In early March reporters and scientists converged on the town for an event most townspeople didn't even realize was happening here. It was the kickoff of a 24-hour-a-day, year-round effort to listen in on outer space in case alien life is trying to communicate with Earth. Harvard is the home of an observatory operated by the well-known university of the same name, 30 odd miles to the east.
Now some of those reporters have returned, drawn by an entirely different issue. And this time the local people realize only too well what is happening.
It is a dispute over a lot of money.
In an age when most cities and towns across the United States bemoan having too little government aid, Harvard is getting more than it needs - or at least more than many here think it is entitled to.
The town drew $505,983 in state assistance for fiscal 1981 on the basis of its population. But in 1982, the state began including the population of Fort Devens, a US Army base that cuts across one edge of town, in Harvard's total when the time came to allocate local aid. That raised the population count to more than 12,000. It also quadrupled the aid - to $2.2 million. For fiscal 1983, the amount dropped, but only slightly, to $2.1 million.
Other towns might be thrilled with the windfall. Harvard isn't.
''It's not a nice problem at all,'' says the Rev. Malcolm Sutherland Jr., pastor of the Harvard Unitarian Church. ''It has been embarrassing.''
The town is already affluent. Other than the orchards, it has a tiny commercial base. But some residents hold prominent jobs in the high-tech firms for which Massachusetts is famous. Others are professors at that other Harvard.
Homes here sell for anywhere from $100,000 to more than $400,000. They tend to be gracious, many with attached greenhouses, tennis courts, swimming pools, studios over the garage, or corrals for horses.
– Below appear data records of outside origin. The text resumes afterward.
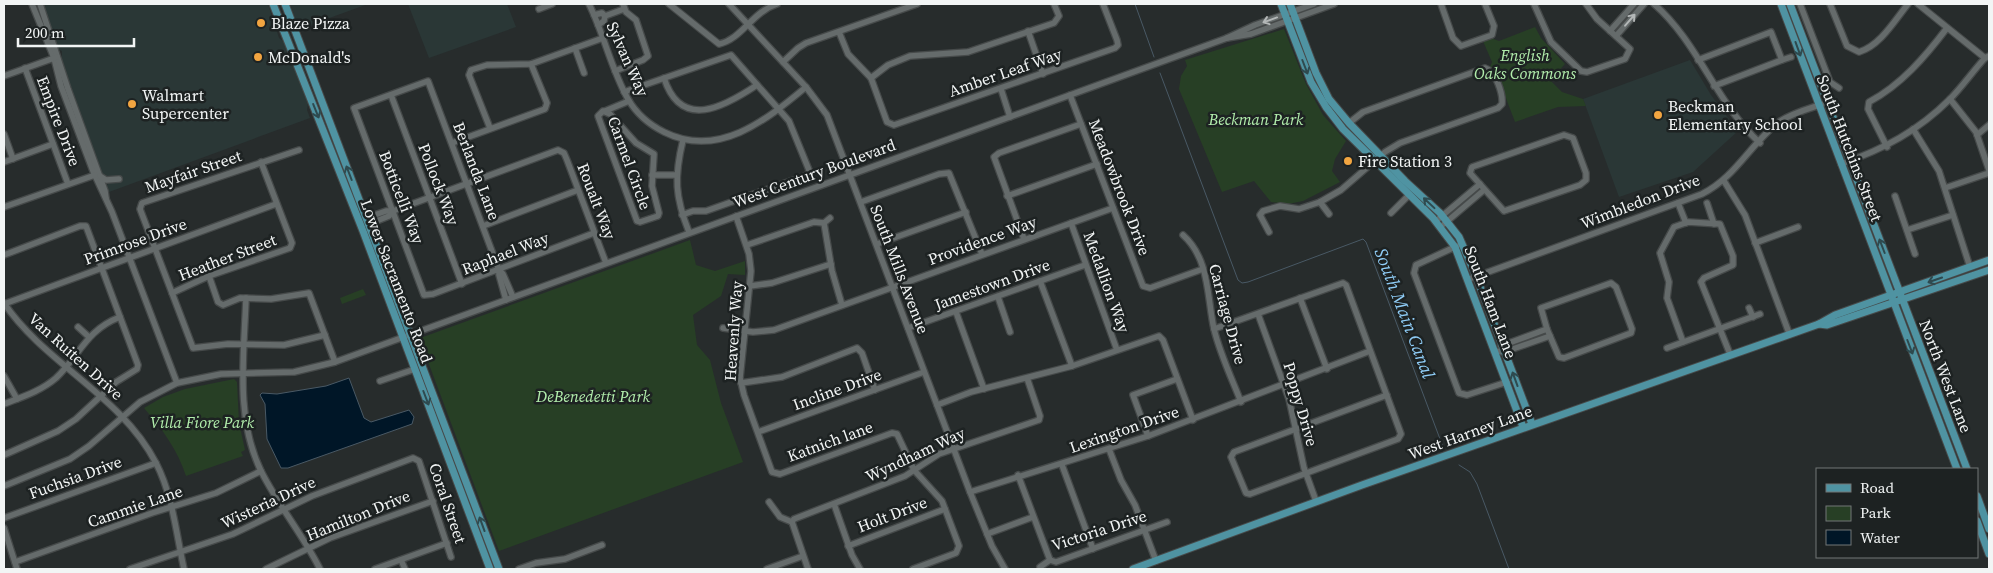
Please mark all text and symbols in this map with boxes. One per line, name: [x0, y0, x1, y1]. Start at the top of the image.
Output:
place label: Blaze Pizza: [271, 12, 351, 34]
one-way arrow: [1625, 13, 1636, 26]
scale bar: [18, 15, 134, 47]
one-way arrow: [1262, 16, 1278, 25]
marker: Blaze Pizza: [255, 17, 267, 29]
street label: Sylvan Way: [602, 18, 655, 101]
text: 200 m: [25, 22, 65, 43]
one-way arrow: [1794, 41, 1803, 57]
street label: Amber Leaf Way: [946, 42, 1065, 102]
park label: English Oaks Commons: [1474, 44, 1576, 84]
place label: McDonald's: [268, 46, 351, 68]
marker: McDonald's: [252, 51, 264, 63]
one-way arrow: [1302, 59, 1311, 74]
street label: South Hutchins Street: [1812, 72, 1888, 225]
street label: Empire Drive: [32, 73, 86, 169]
place label: Walmart Supercenter: [142, 84, 229, 124]
place label: Beckman Elementary School: [1668, 95, 1803, 135]
marker: Walmart Supercenter: [126, 98, 138, 110]
one-way arrow: [313, 104, 322, 119]
park label: Beckman Park: [1208, 108, 1304, 130]
marker: Beckman Elementary School: [1652, 109, 1664, 121]
street label: Carmel Circle: [603, 113, 657, 213]
street label: Meadowbrook Drive: [1084, 116, 1156, 258]
street label: Berlanda Lane: [448, 119, 506, 223]
street label: West Century Boulevard: [729, 133, 899, 213]
street label: Pollock Way: [413, 140, 465, 229]
street label: Mayfair Street: [142, 144, 245, 198]
street label: Botticelli Way: [374, 147, 430, 247]
place label: Fire Station 3: [1358, 150, 1452, 172]
marker: Fire Station 3: [1342, 155, 1354, 167]
street label: Roualt Way: [572, 160, 622, 243]
one-way arrow: [344, 166, 353, 181]
street label: Wimbledon Drive: [1577, 168, 1703, 234]
street label: Lower Sacramento Road: [356, 196, 438, 366]
one-way arrow: [1422, 197, 1435, 209]
street label: South Mills Avenue: [865, 201, 935, 337]
street label: Providence Way: [925, 210, 1040, 270]
street label: Primrose Drive: [80, 212, 190, 270]
street label: Raphael Way: [458, 226, 552, 280]
street label: Heather Street: [175, 228, 280, 286]
street label: Medallion Way: [1079, 229, 1136, 336]
one-way arrow: [1877, 239, 1886, 254]
street label: South Ham Lane: [1459, 243, 1523, 361]
water label: South Main Canal: [1369, 244, 1441, 382]
street label: Jamestown Drive: [930, 253, 1053, 315]
street label: Carriage Drive: [1204, 261, 1252, 367]
one-way arrow: [1928, 276, 1943, 285]
street label: Heavenly Way: [719, 279, 748, 382]
street label: Van Ruiten Drive: [24, 307, 128, 405]
street label: North West Lane: [1914, 316, 1978, 436]
one-way arrow: [1907, 340, 1916, 355]
street label: Poppy Drive: [1278, 359, 1324, 449]
street label: Incline Drive: [790, 363, 884, 415]
one-way arrow: [1509, 372, 1519, 387]
park label: DeBenedetti Park: [535, 385, 650, 407]
one-way arrow: [422, 390, 431, 405]
street label: West Harney Lane: [1405, 399, 1535, 465]
street label: Lexington Drive: [1066, 400, 1182, 458]
park label: Villa Fiore Park: [150, 411, 254, 433]
street label: Katnich lane: [784, 415, 876, 467]
street label: Wyndham Way: [862, 421, 969, 487]
street label: Fuchsia Drive: [25, 450, 125, 504]
street label: Coral Street: [424, 460, 472, 547]
legend: [1816, 468, 1978, 558]
street label: Wisteria Drive: [217, 470, 319, 534]
text: Road: [1860, 477, 1894, 498]
street label: Cammie Lane: [85, 479, 185, 533]
street label: Hamilton Drive: [303, 484, 413, 546]
street label: Holt Drive: [854, 491, 930, 537]
text: Park: [1860, 502, 1892, 523]
street label: Victoria Drive: [1049, 504, 1149, 556]
one-way arrow: [477, 516, 486, 532]
text: Water: [1860, 527, 1901, 548]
Meanwhile, other towns in the state - including some of Harvard's immediate neighbors - are strapped for money and could use much more state aid than they are receiving now. Under a 1980 Massachusetts law, communities may not spend more than 21/2 times the assessed value of all their real property. As a result, many have had to cut back on such municipal services as police and fire protection, and the like.
Finally, Fort Devens is really not part of the fabric of Harvard - socially, economically, or in any other sense. Its troops do not live, shop, seek entertainment, attend church, or send their children to school here. For these, they turn to neighboring Ayer, Mass., within which most of the fort lies. (Ayer does not qualify for extra state aid, as Harvard does, but it does receive federal ''impact aid'' for the educational services it provides.)
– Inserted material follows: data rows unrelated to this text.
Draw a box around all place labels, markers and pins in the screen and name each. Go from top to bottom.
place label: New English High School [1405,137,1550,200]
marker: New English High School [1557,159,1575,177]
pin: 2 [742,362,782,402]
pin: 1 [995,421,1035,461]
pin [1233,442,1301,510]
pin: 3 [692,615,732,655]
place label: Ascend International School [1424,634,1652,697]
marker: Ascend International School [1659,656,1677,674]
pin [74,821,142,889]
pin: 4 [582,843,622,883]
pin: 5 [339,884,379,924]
About all Harvard does for the base is serve as the recorder of deaths that occur there. Well, not quite all: Some residents allow Army spotters to use their land as an observation post during mortar-firing exercises on the base.
The Harvard Post, a 10-year-old weekly that prides itself on ''100 percent coverage'' of the town, editorialized against the aid windfall in its Jan. 28 issue.
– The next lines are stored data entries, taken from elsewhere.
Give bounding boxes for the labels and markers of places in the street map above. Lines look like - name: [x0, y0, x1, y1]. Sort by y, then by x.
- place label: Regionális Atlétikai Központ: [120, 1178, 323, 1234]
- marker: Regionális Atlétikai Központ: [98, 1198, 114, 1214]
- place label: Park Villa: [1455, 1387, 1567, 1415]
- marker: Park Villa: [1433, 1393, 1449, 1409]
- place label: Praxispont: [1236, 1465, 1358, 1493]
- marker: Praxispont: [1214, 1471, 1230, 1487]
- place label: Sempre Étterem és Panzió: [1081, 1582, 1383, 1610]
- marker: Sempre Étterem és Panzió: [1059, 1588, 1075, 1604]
''There must be some way to get the formula corrected - or the population justified - so as to more equitably reflect Harvard's 'need,' '' it said in part. ''At the very least, we must seriously look for a way of using the town's state aid money to benefit fellow Massachusetts residents who are truly in need.''
Some residents agree, as their letters to the Post make plain. Many others do not. By one account, the town is split into as many as six factions over the issue.
''I think a lot of townspeople are doing a super job of trying to think the thing through,'' Mr. Sutherland says. But he adds, ''Some are discussing it at a level that is not useful.''
Dairy farmer Buzzy Watt isn't necessarily one of those the minister refers to. But he, for one, wants to cut off the flow of extra money now before the town begins depending on it.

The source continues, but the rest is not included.